Di fronte a tutti questi ostacoli ci si appella alla figura del fiduciario, credendo che grazie a lui si possa superare ogni difficoltà. Ma anche in questo caso le cose non stanno così. A detta degli stessi estensori delle DAT il fiduciario, quasi in un caso su tre, ha la tendenza ad interpretare in modo erroneo le volontà espresse nelle DAT. Questa percentuale di azzeccare gli intenti dell’estensore è pari a quella che abbiamo tirando a sorte. Così il ricercatore Luois Collins: “La comprensione da parte del fiduciario delle preferenze del paziente è risultata solo lievemente migliore del tirare a caso”.
Il fiduciario poi tende a dare l’assenso a staccare la spina con più facilità quanto più il paziente è grave, al di là di ciò che c’è scritto nelle DAT. Inoltre si è visto che il fiduciario in merito ai trattamenti di sostentamento vitale più che rispettare le volontà del paziente tende a proiettare su di lui i suoi desideri, insomma inconsapevolmente è portato a sostituirsi a lui. Inoltre la pressione psicologica dei parenti e amici del paziente gioca un ruolo determinante nelle decisioni del fiduciario. Senza poi contare che se c’è di mezzo un’eredità la tentazione di veder accorciate le sofferenze del moribondo grazie a pratiche eutanasiche è molto alta.
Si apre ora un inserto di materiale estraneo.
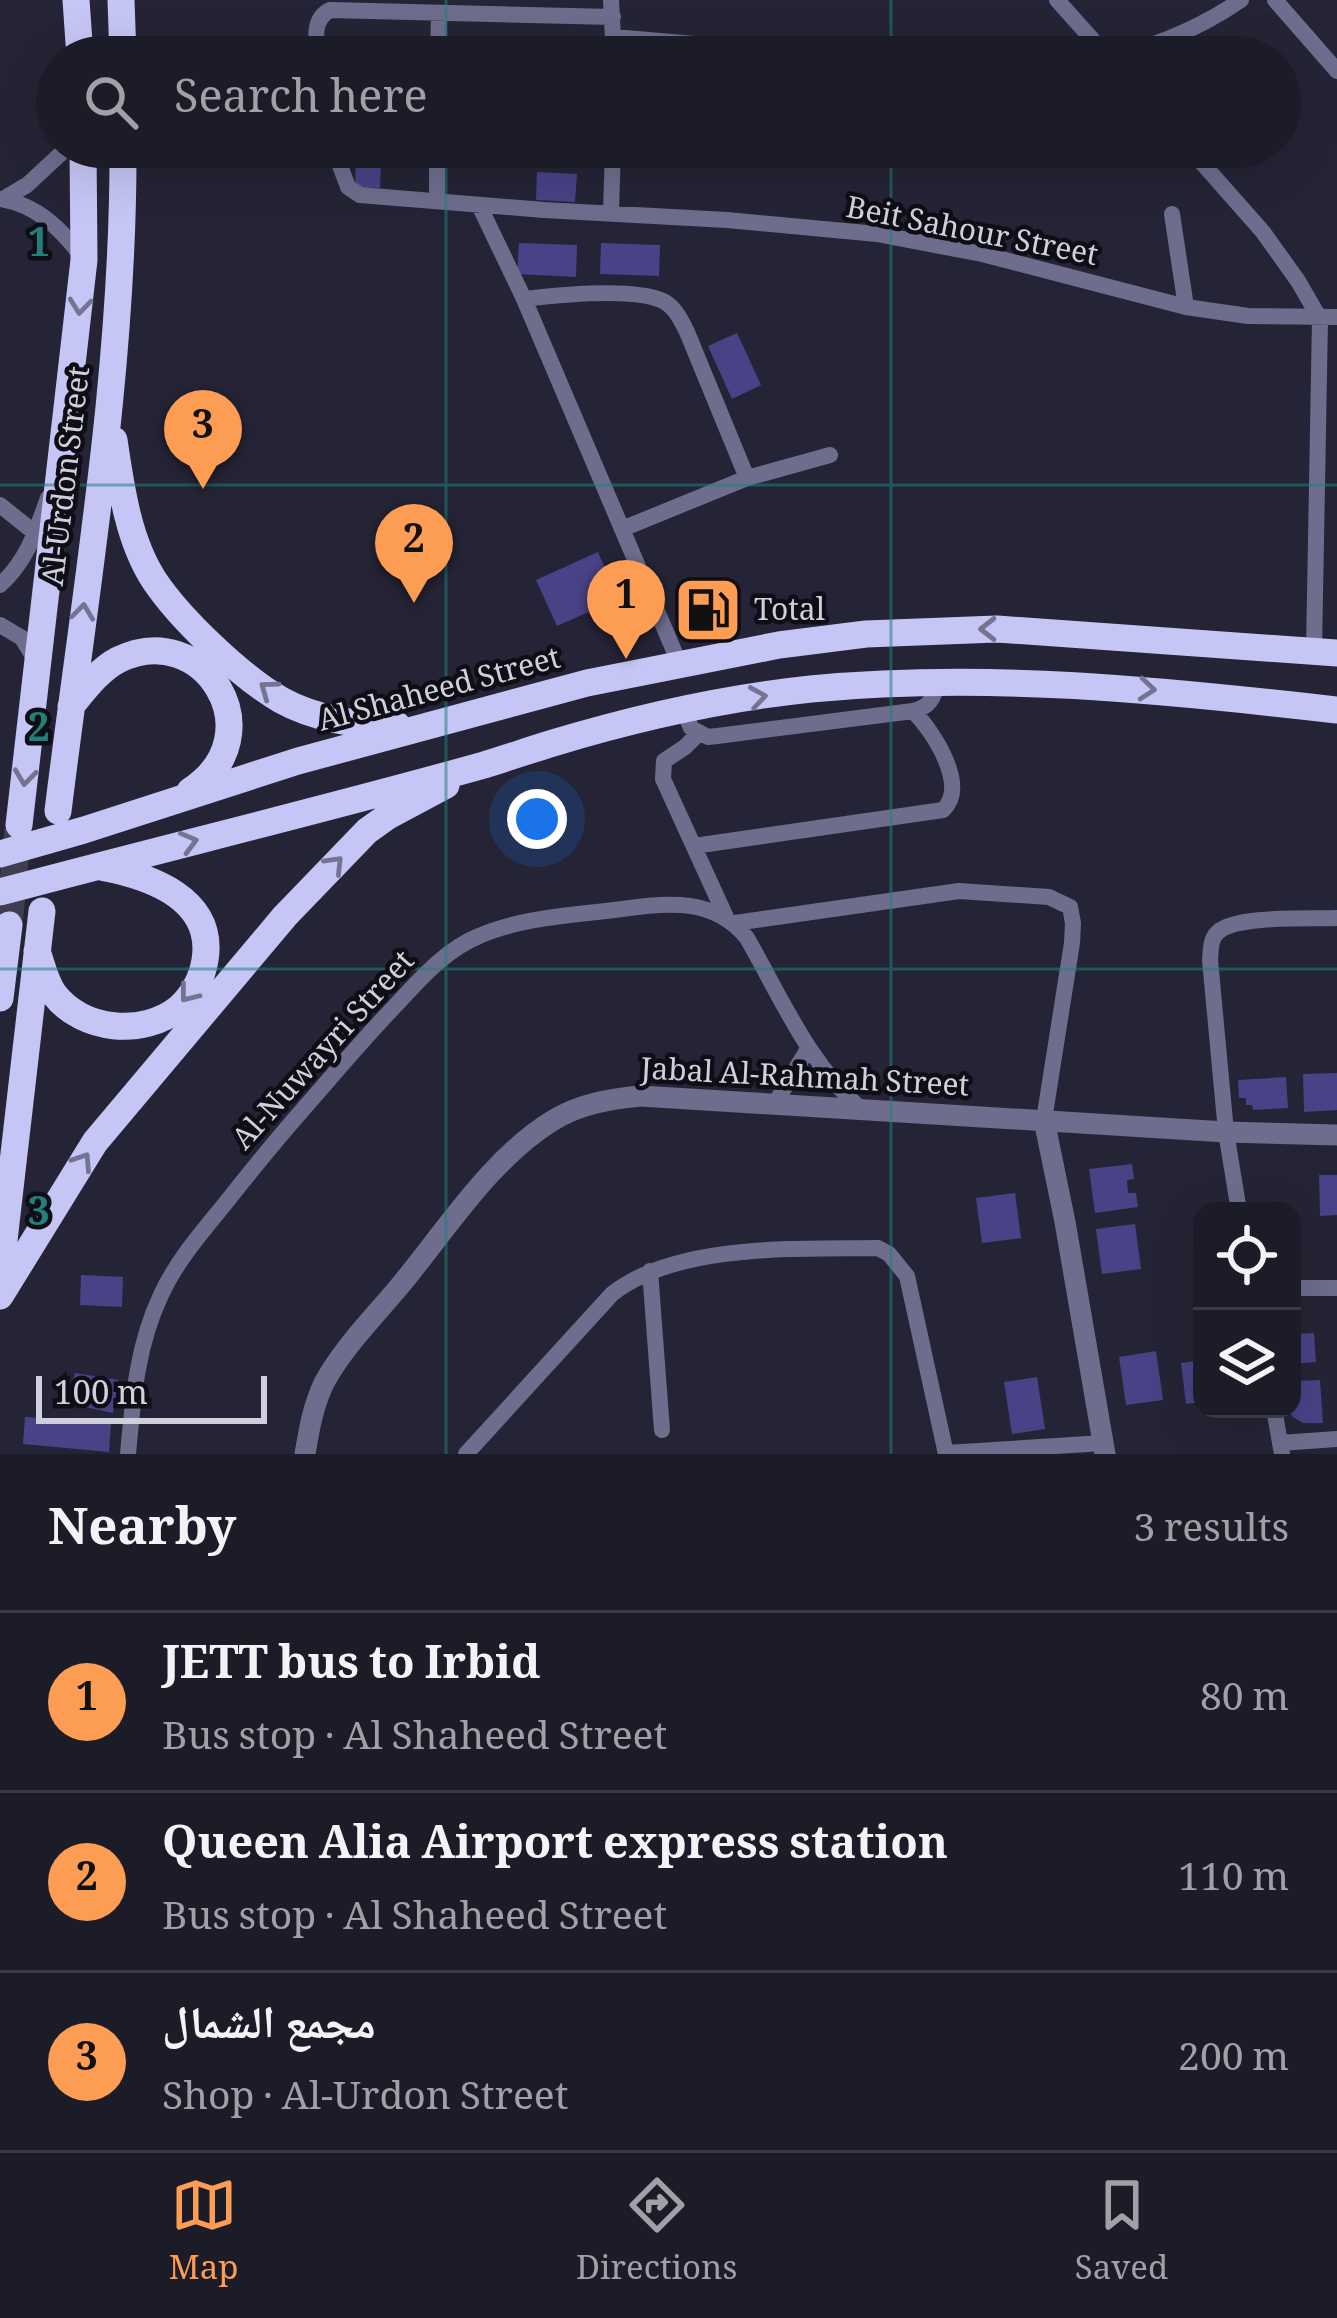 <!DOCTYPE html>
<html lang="en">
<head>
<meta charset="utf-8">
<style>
  body { margin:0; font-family:Georgia,"Noto Naskh Arabic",serif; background:#292834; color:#f1f3f6 }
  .controls { position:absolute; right:36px; bottom:36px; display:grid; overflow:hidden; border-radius:24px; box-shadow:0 12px 48px #0002 }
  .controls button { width:108px; height:108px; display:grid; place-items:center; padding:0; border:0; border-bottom:3px solid #3a3945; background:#1c1b28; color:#f1f3f6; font:60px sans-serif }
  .scale { position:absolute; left:36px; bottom:30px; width:231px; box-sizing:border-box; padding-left:12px; border:6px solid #d0d0dc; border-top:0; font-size:33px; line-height:42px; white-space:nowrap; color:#d0d0dc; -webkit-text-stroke:9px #0f0e16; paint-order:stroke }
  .you { position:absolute; left:537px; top:819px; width:42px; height:42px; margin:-30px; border:9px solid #fff; border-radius:50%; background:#1a73e8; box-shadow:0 0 0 18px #1a73e833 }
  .badge { display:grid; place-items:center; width:78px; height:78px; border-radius:50%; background:#fd9d54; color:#111; font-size:39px; font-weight:700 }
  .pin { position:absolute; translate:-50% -99px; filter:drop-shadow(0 3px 6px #0008) }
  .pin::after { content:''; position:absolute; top:63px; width:42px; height:36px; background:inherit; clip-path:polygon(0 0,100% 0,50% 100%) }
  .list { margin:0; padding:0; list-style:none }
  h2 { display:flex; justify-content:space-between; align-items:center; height:156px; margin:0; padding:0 48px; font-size:51px }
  h2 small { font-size:39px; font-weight:400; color:#a0a1a8 }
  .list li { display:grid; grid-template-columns:78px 1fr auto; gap:36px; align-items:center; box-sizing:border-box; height:180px; padding:0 48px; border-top:3px solid #3a3945 }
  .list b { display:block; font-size:45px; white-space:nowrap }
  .list p { margin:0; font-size:39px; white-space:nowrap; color:#a0a1a8 }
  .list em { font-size:39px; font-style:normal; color:#a0a1a8 }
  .icon { flex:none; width:66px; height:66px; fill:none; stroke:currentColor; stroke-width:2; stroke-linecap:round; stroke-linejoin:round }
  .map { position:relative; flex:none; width:1337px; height:1454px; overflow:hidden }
  .search { position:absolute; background:#1c1b28; box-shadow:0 12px 48px #0002; left:36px; right:36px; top:36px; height:132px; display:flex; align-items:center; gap:30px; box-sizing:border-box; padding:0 42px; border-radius:66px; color:#a0a1a8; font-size:45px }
  .sheet { height:696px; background:#1c1b28 }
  nav { display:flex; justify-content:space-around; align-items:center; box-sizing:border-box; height:168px; border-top:3px solid #3a3945; background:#1c1b28; font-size:33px; color:#a0a1a8 }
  nav a { display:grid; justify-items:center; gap:6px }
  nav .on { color:#fd9d54 }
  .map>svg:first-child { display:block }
  .building { fill:#4a4286 }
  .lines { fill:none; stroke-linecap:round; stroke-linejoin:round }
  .trunk-tunnel { stroke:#3f3e4f; stroke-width:27; stroke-dasharray:27 14; stroke-linecap:butt }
  .minor { stroke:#6e6d8d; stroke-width:16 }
  .tertiary { stroke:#6e6d8d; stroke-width:21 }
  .trunk { stroke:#c6c6f6; stroke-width:27 }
  .oneway { stroke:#747391 }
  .grid { fill:none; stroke:#227f79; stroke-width:3; stroke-opacity:0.55 }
  .labels { text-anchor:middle; stroke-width:9; stroke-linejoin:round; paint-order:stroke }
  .street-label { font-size:30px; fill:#d0d0dc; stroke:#0f0e16 }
  .poi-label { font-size:30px; fill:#d0d0dc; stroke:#0f0e16; text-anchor:start }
  .grid-label { font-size:39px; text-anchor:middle; font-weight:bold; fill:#227f79; stroke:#0f0e16; stroke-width:9; stroke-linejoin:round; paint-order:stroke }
</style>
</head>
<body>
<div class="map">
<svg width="1337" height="1454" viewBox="0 0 1337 1454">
  <rect width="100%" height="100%" fill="#252436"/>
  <!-- building -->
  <path class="building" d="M544,147H574V162L544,161Z
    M356,162L381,163L380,188L355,187Z
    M537,172L577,174L575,202L536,200Z
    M519,243L577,245L576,277L517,274Z
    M601,243L660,245L659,276L600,274Z
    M737,333L761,385L732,399L708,346Z
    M598,552L618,599L557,626L536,580Z
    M722,602V615L694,617L693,604Z
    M1337,1073V1110L1304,1112L1303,1074Z
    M1286,1077L1288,1108L1253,1110L1252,1105H1246V1098H1239L1238,1080Z
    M1132,1164L1134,1179L1127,1180L1128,1193H1136L1138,1207L1095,1213L1089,1169Z
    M1319,1175H1337V1215L1320,1216Z
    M1015,1193L1021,1238L982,1243L976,1198Z
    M1135,1224L1141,1269L1102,1274L1096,1229Z
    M81,1275L123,1277L122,1307L80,1305Z
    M1314,1333L1316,1362L1292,1364V1334Z
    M1156,1351L1163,1400L1126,1405L1119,1357Z
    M1202,1360V1402L1186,1404L1181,1363Z
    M75,1373L118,1380L113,1413L67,1403Z
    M1037,1377L1045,1429L1012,1434L1004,1382Z
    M1320,1380L1323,1423H1303L1293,1417L1288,1409H1292V1381Z
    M25,1417L111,1423L109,1452L23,1444Z"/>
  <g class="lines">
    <!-- trunk-tunnel -->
    <path class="trunk-tunnel" d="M9,925L18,829"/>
    <!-- minor -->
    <path class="minor" d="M611,0L614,57
      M1057,0L1108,57
      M1275,0L1337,71
      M614,37L844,57
      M318,57C316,40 312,19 330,10L613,17
      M438,57L439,13
      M1104,57C1153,48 1200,28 1241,0
      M333,147L348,187L360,195L544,210L727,220L877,234L982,254L1186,307L1248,316L1337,317
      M437,147V200
      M1188,147L1263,232L1298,281L1320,319L1314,651
      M5,198L27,185L68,147
      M0,199C38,205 62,230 84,259
      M479,205L524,299L680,665
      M611,212L613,147
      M1172,214L1186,307
      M524,299C558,295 633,287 663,301C675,307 681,320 687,332L747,478
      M0,505L35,533
      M622,529L747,478L830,455
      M0,585C27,561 36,531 48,498
      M0,625L22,638L36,661
      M684,710L691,728L708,737L717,736L913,711C929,707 934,699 937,683
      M698,734L685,747L664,761L663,779L726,917
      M694,846L943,810C969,786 933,731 913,711
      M735,923L959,891L1049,897L1070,907L1073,923L1072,943L1044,1120
      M774,1105L808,1049
      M1239,1211L1226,1132L1210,960C1211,950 1210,939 1218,932C1236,915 1311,919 1337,918
      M650,1271L662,1430
      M1292,1288H1337
      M1274,1409L1282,1454
      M1280,1443L1337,1439
      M946,1453L1103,1443
      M128,1454C133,1399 137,1345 161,1295C176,1262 201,1233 224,1205C250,1172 277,1139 305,1107C335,1073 364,1038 396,1005C420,979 445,950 479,936C522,917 576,915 622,909C668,902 715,898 747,938C782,999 808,1063 862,1110
      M466,1454L612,1294C676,1243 799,1249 878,1248L889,1254L907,1276L946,1454"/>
    <!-- tertiary -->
    <path class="tertiary" d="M1044,1120L1065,1222L1105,1454
      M305,1454C309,1430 313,1406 324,1383C344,1346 377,1314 403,1282C448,1227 492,1158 552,1121C579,1104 610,1099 640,1096L1226,1132L1337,1135"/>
    <!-- trunk -->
    <path class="trunk" d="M76,0L80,57
      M121,0L123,57
      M114,440C121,487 128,540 154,580C180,619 241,677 281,700C313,718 361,727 397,725
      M71,706C85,689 99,670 118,660C203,617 277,735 190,791
      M58,811C85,591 124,370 123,147
      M19,825L84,260L83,147
      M0,854L84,830L298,761L587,683L779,645L866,634L997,629L1337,653
      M0,892C161,849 323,810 484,765C507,758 530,750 553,743C636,718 724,698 811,689C987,672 1162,690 1337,710
      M37,951C42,965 45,981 54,994C82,1031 143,1037 179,1008C193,995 202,979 205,960C215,898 149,876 101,867
      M0,998L9,925
      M0,1275L42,911
      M0,1296L95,1142L285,916L367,831L388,816L446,785"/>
  </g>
  <!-- one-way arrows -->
  <defs><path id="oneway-chevron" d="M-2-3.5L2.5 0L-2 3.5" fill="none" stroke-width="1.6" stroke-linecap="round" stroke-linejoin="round" transform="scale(3)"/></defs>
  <g class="oneway">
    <use href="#oneway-chevron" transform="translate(80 306) rotate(96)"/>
    <use href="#oneway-chevron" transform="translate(83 612) rotate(-83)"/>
    <use href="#oneway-chevron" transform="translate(988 629) rotate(180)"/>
    <use href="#oneway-chevron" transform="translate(268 689) rotate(-144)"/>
    <use href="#oneway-chevron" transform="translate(1147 689) rotate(5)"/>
    <use href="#oneway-chevron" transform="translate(758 697) rotate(-9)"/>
    <use href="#oneway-chevron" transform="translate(25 777) rotate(97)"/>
    <use href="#oneway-chevron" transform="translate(189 842) rotate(-15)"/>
    <use href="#oneway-chevron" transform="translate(335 864) rotate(-46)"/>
    <use href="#oneway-chevron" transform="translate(188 994) rotate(128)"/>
    <use href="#oneway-chevron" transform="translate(83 1161) rotate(-57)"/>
  </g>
  <!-- grid -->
  <path class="grid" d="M446,0V57M891,0V57M446,147V1454M891,147V1454M0,485H1337M0,969H1337"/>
  <!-- icons -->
  <defs>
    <symbol id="fuel-square" viewBox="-11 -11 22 22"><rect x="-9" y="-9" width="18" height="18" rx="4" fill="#fd9d54" stroke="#0f0e16"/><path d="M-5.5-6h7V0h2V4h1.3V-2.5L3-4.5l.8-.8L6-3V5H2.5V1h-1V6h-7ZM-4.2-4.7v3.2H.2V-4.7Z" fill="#111"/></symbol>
  </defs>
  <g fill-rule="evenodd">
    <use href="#fuel-square" x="670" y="572" width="76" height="76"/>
  </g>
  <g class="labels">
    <!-- street labels -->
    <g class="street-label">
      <text transform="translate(972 231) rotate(11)" y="10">Beit Sahour Street</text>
      <text transform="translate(66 476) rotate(-83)" y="10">Al-Urdon Street</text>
      <text transform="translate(439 689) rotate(-15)" y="10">Al Shaheed Street</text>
      <text transform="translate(323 1050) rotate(-48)" y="10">Al-Nuwayri Street</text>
      <text transform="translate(805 1077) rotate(3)" y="10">Jabal Al-Rahmah Street</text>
    </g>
    <!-- poi labels -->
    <g class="poi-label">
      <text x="754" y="620">Total</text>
    </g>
  </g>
  <g class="grid-label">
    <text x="39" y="256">1</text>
    <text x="39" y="741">2</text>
    <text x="39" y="1225">3</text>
  </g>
</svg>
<div class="controls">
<button><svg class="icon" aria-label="locate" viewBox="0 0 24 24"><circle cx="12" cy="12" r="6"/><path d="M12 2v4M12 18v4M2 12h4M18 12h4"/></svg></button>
<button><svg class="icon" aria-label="layers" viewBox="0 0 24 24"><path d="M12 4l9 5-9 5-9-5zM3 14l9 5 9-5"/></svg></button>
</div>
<div class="scale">100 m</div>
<div class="you"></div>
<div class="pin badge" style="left:626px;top:659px">1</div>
<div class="pin badge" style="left:414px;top:603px">2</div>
<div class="pin badge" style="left:203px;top:489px">3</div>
<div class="search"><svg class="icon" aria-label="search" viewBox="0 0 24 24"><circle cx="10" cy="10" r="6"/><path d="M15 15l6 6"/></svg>Search here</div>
</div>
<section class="sheet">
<h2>Nearby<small>3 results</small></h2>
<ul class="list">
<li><span class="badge">1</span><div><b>JETT bus to Irbid</b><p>Bus stop · Al Shaheed Street</p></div><em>80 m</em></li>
<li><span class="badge">2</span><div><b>Queen Alia Airport express station</b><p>Bus stop · Al Shaheed Street</p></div><em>110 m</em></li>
<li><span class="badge">3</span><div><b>مجمع الشمال</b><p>Shop · Al-Urdon Street</p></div><em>200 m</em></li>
</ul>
</section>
<nav>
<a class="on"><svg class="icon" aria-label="map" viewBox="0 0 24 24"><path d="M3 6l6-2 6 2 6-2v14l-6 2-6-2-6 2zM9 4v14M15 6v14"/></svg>Map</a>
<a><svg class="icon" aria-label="directions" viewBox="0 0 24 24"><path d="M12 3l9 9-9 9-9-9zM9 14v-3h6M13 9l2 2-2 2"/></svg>Directions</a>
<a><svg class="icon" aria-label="saved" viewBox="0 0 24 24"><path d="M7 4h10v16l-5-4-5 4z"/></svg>Saved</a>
</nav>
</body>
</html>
Pollice verso da parte dei medici.
I medici si fidano delle DAT? No per nulla. Infatti nella ultra liberale Danimarca i registri delle DAT vengono consultati “sempre” solo nel 1% dei casi e “spesso” nell’11%. Perché tanta diffidenza? Per i seguenti motivi. Primo: difficoltà ad applicare alla reale situazione clinica del paziente i contenuti inevitabilmente vaghi delle DAT. In una ricerca si è messo in evidenza ad esempio che solo nel 3,9% dei casi le istruzioni presenti nelle DAT risultarono appropriate alla situazione reale del malato. Secondo: la tendenza dei sanitari ad escludere che non si possa più tentare niente per salvare il paziente, nonostante le indicazioni di segno contrario delle DAT. Terzo: la grande difficoltà di trovare tempestivamente i fiduciari.
Non ci credono nemmeno i pazienti.
Se poi chiediamo agli estensori delle DAT: ma vuoi davvero che le tue volontà siano rispettate letteralmente oppure preferisci che ci sia una certa libertà di manovra da parte di familiari e medici? Tra il 60 e quasi il 90% dei casi nelle DAT è previsto che medici e familiari non siano ammanettati a ciò che c’è scritto in questo documento, preferendo che tali soggetti agiscano liberamente, senza molti vincoli e secondo coscienza. Segno evidente questo che gli stessi diretti interessati hanno poca fiducia nelle dichiarazioni anticipate.
Verso l’abbandono terapeutico.
Le DAT soprattutto per i pazienti anziani incentivano poi una diminuzione dell’ospedalizzazione. In buona sostanza se hai redatto le DAT è più probabile che ti ricovereranno nemmeno. Se invece hai fortuna e vieni ricoverato, ad esempio per infarto o ictus, e nel caso in cui il medico decidesse di seguire le DAT il risultato è quasi l’abbandono terapeutico portando a morte chi si sarebbero potuto salvare, senza tra l’altro riportare conseguenze gravi sul piano della propria salute.
Concludendo.
Chiudiamo cedendo la parola prima ad una task force dell’American Academy of Neurology che ha steso le linee guida per la terapia dei pazienti con SLA, sindrome da cui era affetto Pier Giorgio Welby: “Non sono state identificate prove che le DAT migliorino la qualità di vita in alcuna malattia”. Ed infine al ricercatore James Tulsky: “Dobbiamo superare le direttive anticipate per soddisfare veramente i bisogni dei pazienti assumendo decisioni difficili”.